(Dataset records)
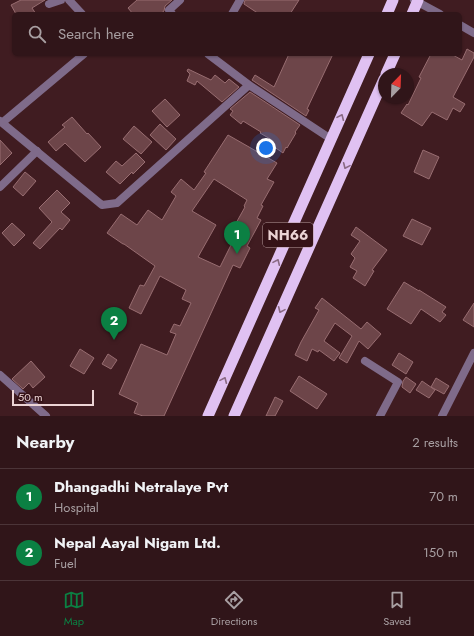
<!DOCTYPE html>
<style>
:root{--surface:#301519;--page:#3c2226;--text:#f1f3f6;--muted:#a89fa2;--line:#4b3438;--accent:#0b8043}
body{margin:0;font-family:Jost,sans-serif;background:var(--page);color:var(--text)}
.compass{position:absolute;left:378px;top:68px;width:36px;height:36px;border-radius:50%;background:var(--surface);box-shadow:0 1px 3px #0004;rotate:23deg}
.scale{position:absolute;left:12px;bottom:10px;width:82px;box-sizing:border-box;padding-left:4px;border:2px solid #ecd4d5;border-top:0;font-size:11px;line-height:14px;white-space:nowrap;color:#ecd4d5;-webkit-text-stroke:3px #351217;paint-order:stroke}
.you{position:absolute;left:266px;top:148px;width:14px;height:14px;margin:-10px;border:3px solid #fff;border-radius:50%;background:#1a73e8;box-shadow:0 0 0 6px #1a73e833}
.badge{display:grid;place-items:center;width:26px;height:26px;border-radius:50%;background:var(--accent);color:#fff;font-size:13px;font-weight:700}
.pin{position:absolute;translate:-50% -33px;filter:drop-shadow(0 1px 2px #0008)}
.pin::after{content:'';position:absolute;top:21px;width:14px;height:12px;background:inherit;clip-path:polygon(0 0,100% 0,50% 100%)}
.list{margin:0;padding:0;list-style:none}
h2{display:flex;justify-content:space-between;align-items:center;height:52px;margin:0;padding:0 16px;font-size:17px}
h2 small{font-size:13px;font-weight:400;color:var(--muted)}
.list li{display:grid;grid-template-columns:26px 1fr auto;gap:12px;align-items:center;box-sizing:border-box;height:56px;padding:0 16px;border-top:1px solid var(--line)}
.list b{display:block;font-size:15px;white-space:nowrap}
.list p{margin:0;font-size:13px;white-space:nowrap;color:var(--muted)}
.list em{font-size:13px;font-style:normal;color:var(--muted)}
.icon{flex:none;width:22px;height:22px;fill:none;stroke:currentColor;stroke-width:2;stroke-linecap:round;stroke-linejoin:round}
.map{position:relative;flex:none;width:474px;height:416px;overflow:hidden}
.search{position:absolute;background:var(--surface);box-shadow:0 1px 3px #0004;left:12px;right:12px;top:12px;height:44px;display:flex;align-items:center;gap:10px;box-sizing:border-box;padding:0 14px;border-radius:6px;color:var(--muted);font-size:15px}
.sheet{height:164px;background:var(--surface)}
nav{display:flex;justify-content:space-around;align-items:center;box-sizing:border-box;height:56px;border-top:1px solid var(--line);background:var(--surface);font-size:11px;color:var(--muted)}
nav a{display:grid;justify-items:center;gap:2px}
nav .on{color:var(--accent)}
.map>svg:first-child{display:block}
.building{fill:#6d4549;stroke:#986d71;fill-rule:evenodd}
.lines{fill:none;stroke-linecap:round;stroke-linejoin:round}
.minor{stroke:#7f6b8a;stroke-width:8}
.trunk{stroke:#e0c1f2;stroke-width:11}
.oneway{stroke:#8a6a84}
.labels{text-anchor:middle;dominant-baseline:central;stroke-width:4;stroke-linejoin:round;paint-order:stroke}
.shield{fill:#351217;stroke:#b59a9c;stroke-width:1}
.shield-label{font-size:14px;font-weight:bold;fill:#ecd4d5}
</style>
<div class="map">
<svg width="474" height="416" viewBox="0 0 474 416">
<rect width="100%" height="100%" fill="#401c21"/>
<g class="building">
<polygon points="21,0 45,0 32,8 36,14 16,14 11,5"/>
<polygon points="137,0 172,0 165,6 164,11 160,14 133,14 128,8"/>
<polygon points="245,0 299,0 290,14 259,14 244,4"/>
<polygon points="467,49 474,53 474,57 453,97 465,104 460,112 453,108 447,120 432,112 422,126 401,113 407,104 408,105 421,78 419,77 431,54 451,54 462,60"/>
<polygon points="289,54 333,54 307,109 309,110 306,116 252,80 255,75 274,87"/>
<polygon points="188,69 211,80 215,75 225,83 229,79 239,87 222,102 197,81 195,85 187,81 190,74 187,71"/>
<polygon points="250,92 300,125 295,132 296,133 287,148 286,147 283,153 270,144 272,140 260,133 261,132 243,121 241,124 230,115 233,111 230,109"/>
<polygon points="165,99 180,115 167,127 152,111"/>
<polygon points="72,117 87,134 88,133 101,147 85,162 65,143 56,151 48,142 65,127 62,125"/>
<polygon points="160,124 176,139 166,150 150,135"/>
<polygon points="134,126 152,142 141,154 123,139"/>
<path d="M228,135L277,163L267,179L274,182L261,205L263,206L257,218L261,220L247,246L250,248L240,268L233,265L164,416H143L134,413L138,403L119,394L141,344L167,355L176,334L170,332L174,324L180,326L191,303L182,299L186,290L160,276L141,314L129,308L140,285L144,286L155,266L124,244H123L107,233L121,214L137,225L148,210L162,220L176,196L171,192L181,179L194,190L206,173L204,172ZM214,179L247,200L244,206L245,207L231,232L236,235L220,267L198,257L216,225L192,211Z"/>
<polygon points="0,140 12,153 0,165"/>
<polygon points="423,150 439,157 429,179 414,172"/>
<polygon points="136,153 145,162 133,174 132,172 120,184 106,172 116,161 122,166"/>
<polygon points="25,172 36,181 23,196 13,187"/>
<polygon points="57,190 70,203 61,212 70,220 62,230 60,228 40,249 33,243 52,222 39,208"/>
<polygon points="412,219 431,228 422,245 403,236"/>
<polygon points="12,223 25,235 14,246 2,233"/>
<polygon points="356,227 387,250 372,270 374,271 365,286 353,278 357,271 350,267 355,258 351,254 360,241 351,235"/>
<polygon points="404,282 419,291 419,290 446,307 442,312 446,315 440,322 421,309 411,324 387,309"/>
<polygon points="322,298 361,329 367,322 381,334 368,349 359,341 347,363 339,358 352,336 335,323 324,341 340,353 334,361 319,350 318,352 312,349 307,361 295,355 301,342 319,310 315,308"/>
<polygon points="474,303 474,327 463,320"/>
<polygon points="80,349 94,358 84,374 70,366"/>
<polygon points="399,353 413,362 406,374 392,365"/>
<polygon points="108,354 117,360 111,369 102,364"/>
<polygon points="31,361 45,377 33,388 29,383 23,389 12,379"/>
<polygon points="299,376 327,394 317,409 290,391"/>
<polygon points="406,377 416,384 410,393 402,387 403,381"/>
<polygon points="436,378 449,386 444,394 431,387"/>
<polygon points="422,381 435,390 429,398 416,390"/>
<polygon points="275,397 283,401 275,416 266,416"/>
</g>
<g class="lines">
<g class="minor">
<polyline points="69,0 82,14"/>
<polyline points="414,0 440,14"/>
<polyline points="49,4 61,0"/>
<polyline points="172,14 169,10 180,0"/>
<polyline points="232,14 240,0"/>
<polyline points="460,25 474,33"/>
<polyline points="208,54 249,85"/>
<polyline points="0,121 102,205 117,203 249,85 331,139"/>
<polyline points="3,122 84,54"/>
<polyline points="0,187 37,151"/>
<polyline points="365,361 398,382 380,416"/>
<polyline points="0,375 46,416"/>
<polyline points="442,416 474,353"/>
</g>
<g class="trunk">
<polyline points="387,14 393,0"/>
<polyline points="412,14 418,0"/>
<polyline points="386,74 395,54"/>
<polyline points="208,416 369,54"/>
<polyline points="234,416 384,79"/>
</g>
</g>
<defs><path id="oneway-chevron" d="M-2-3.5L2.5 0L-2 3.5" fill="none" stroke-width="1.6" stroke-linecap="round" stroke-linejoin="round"/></defs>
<g class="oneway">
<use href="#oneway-chevron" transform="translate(341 117) rotate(-66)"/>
<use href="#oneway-chevron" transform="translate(346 166) rotate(114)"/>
<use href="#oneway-chevron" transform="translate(277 262) rotate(-66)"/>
<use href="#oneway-chevron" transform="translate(281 310) rotate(114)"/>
<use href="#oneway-chevron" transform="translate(224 380) rotate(-66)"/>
</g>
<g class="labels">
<rect class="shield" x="263" y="223" width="50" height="24" rx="3"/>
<g class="shield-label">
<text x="288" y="235">NH66</text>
</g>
</g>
</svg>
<svg class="compass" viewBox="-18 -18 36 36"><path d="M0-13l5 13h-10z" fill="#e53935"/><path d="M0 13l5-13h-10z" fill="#a89fa2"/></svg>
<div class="scale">50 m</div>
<div class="you"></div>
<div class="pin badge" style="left:237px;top:254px">1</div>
<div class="pin badge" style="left:114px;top:340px">2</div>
<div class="search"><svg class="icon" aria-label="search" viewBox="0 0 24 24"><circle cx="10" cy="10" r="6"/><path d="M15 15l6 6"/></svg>Search here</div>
</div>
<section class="sheet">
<h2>Nearby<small>2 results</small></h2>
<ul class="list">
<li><span class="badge">1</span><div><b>Dhangadhi Netralaye Pvt</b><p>Hospital</p></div><em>70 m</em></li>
<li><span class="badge">2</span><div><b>Nepal Aayal Nigam Ltd.</b><p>Fuel</p></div><em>150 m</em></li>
</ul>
</section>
<nav>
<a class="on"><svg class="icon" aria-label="map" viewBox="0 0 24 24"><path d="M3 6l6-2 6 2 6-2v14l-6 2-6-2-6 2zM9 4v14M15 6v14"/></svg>Map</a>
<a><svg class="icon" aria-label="directions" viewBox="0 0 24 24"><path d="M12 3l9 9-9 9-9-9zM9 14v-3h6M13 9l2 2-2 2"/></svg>Directions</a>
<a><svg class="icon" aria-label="saved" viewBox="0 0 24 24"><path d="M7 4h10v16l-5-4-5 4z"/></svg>Saved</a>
</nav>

Task objective:
Tally the lines above that hold "grid" and write the result as a lone number.

Your response:
3